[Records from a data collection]
====

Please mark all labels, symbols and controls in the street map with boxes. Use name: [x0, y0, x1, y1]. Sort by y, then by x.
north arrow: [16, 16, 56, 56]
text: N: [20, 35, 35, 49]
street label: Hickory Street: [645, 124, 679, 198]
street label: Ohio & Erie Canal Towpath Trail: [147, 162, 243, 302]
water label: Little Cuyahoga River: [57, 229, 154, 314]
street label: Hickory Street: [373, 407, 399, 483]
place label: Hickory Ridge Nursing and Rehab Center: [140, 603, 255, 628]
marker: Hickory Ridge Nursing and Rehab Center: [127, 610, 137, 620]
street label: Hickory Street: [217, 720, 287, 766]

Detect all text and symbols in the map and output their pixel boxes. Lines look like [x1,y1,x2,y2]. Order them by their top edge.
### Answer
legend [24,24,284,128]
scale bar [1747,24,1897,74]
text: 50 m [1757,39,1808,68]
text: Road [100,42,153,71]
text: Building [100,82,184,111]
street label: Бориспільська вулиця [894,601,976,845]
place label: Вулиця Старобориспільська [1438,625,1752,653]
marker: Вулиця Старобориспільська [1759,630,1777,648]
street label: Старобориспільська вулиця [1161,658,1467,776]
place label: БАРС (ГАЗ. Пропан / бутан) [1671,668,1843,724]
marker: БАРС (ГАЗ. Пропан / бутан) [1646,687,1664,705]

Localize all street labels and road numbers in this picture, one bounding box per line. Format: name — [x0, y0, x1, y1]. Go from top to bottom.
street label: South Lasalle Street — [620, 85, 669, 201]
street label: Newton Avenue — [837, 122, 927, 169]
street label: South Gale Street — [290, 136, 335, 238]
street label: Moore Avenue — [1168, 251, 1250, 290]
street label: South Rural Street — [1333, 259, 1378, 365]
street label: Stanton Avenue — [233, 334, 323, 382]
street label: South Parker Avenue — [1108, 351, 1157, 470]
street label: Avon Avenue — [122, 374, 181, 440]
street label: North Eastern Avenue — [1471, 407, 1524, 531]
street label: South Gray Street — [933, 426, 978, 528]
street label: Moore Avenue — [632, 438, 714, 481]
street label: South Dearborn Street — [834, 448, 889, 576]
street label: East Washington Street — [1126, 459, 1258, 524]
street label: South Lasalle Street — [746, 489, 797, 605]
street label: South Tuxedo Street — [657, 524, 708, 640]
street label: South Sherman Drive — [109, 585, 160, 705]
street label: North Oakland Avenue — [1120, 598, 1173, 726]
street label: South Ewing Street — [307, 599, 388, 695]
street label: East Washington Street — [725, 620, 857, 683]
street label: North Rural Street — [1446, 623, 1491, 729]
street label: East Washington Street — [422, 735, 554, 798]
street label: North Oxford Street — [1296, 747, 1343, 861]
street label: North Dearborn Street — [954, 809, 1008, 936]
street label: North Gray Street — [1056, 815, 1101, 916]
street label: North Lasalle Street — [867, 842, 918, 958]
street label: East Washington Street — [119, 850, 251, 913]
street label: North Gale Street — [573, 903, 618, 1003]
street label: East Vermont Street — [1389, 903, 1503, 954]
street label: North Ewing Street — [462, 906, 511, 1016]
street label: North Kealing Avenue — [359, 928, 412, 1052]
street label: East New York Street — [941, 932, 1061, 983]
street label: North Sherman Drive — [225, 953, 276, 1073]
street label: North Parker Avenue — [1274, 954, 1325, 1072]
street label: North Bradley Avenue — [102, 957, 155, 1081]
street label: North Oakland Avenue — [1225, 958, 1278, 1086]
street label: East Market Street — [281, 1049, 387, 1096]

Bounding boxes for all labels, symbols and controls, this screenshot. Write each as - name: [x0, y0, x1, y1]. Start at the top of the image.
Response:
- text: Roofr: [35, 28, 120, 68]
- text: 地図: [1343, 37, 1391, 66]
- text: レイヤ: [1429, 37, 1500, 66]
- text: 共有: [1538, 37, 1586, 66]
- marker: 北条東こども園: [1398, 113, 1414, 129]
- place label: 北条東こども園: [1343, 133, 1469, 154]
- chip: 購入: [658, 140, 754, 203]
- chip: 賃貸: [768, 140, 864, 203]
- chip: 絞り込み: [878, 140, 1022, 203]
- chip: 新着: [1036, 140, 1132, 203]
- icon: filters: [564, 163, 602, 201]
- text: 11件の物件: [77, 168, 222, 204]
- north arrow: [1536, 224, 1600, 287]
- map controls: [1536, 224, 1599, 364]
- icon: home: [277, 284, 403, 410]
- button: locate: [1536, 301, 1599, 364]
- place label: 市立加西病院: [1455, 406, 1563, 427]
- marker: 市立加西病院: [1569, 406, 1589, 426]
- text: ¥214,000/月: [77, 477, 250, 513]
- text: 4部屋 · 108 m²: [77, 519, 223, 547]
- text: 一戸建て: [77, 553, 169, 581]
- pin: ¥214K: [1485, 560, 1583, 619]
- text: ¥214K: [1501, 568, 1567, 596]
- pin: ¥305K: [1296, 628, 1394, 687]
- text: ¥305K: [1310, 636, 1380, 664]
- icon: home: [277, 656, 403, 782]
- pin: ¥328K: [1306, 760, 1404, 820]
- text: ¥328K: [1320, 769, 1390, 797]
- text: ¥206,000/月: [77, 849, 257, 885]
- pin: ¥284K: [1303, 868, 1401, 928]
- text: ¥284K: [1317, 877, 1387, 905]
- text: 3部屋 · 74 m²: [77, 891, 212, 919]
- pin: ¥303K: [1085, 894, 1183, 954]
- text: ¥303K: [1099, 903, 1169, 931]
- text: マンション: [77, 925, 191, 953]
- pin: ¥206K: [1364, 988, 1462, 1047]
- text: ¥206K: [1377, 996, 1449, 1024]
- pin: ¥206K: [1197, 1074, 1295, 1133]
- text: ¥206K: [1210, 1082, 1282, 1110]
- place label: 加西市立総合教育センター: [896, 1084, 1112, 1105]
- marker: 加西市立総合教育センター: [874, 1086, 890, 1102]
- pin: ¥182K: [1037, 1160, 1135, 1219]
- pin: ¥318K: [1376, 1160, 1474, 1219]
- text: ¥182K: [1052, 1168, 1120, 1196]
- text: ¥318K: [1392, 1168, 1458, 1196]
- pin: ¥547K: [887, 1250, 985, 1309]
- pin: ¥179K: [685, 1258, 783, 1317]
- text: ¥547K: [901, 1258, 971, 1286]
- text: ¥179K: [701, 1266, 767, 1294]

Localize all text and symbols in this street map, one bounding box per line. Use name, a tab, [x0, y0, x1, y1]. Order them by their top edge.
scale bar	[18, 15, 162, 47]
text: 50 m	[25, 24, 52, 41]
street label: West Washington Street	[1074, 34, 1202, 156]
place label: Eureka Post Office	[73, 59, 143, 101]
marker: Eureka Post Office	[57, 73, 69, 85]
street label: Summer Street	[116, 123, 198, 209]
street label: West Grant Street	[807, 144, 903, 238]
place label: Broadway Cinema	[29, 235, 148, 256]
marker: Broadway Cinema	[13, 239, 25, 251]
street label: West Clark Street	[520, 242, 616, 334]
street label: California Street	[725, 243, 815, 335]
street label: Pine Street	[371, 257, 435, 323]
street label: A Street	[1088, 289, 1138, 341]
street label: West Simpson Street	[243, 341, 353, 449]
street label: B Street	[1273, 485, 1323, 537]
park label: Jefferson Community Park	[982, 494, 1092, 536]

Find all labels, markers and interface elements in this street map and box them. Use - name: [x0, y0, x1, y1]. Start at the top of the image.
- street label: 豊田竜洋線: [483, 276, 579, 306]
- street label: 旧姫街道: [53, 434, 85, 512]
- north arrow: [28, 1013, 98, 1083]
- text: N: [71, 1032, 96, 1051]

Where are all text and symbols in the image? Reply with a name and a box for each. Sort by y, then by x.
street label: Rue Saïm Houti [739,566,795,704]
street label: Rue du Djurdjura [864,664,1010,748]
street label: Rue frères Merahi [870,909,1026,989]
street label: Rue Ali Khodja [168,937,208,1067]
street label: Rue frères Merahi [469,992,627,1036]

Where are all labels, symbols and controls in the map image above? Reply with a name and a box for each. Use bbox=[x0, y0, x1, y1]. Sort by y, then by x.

====

What the task requires :: Every line from the one containing "Where are all text" through the end of the entries above must be echoed exactly, with both ends kept.

Written solution ::
Where are all text and symbols in the image? Reply with a name and a box for each. Sort by y, then by x.
street label: Rue Saïm Houti [739,566,795,704]
street label: Rue du Djurdjura [864,664,1010,748]
street label: Rue frères Merahi [870,909,1026,989]
street label: Rue Ali Khodja [168,937,208,1067]
street label: Rue frères Merahi [469,992,627,1036]

Where are all labels, symbols and controls in the map image above? Reply with a name and a box for each. Use bbox=[x0, y0, x1, y1]. Sort by y, then by x.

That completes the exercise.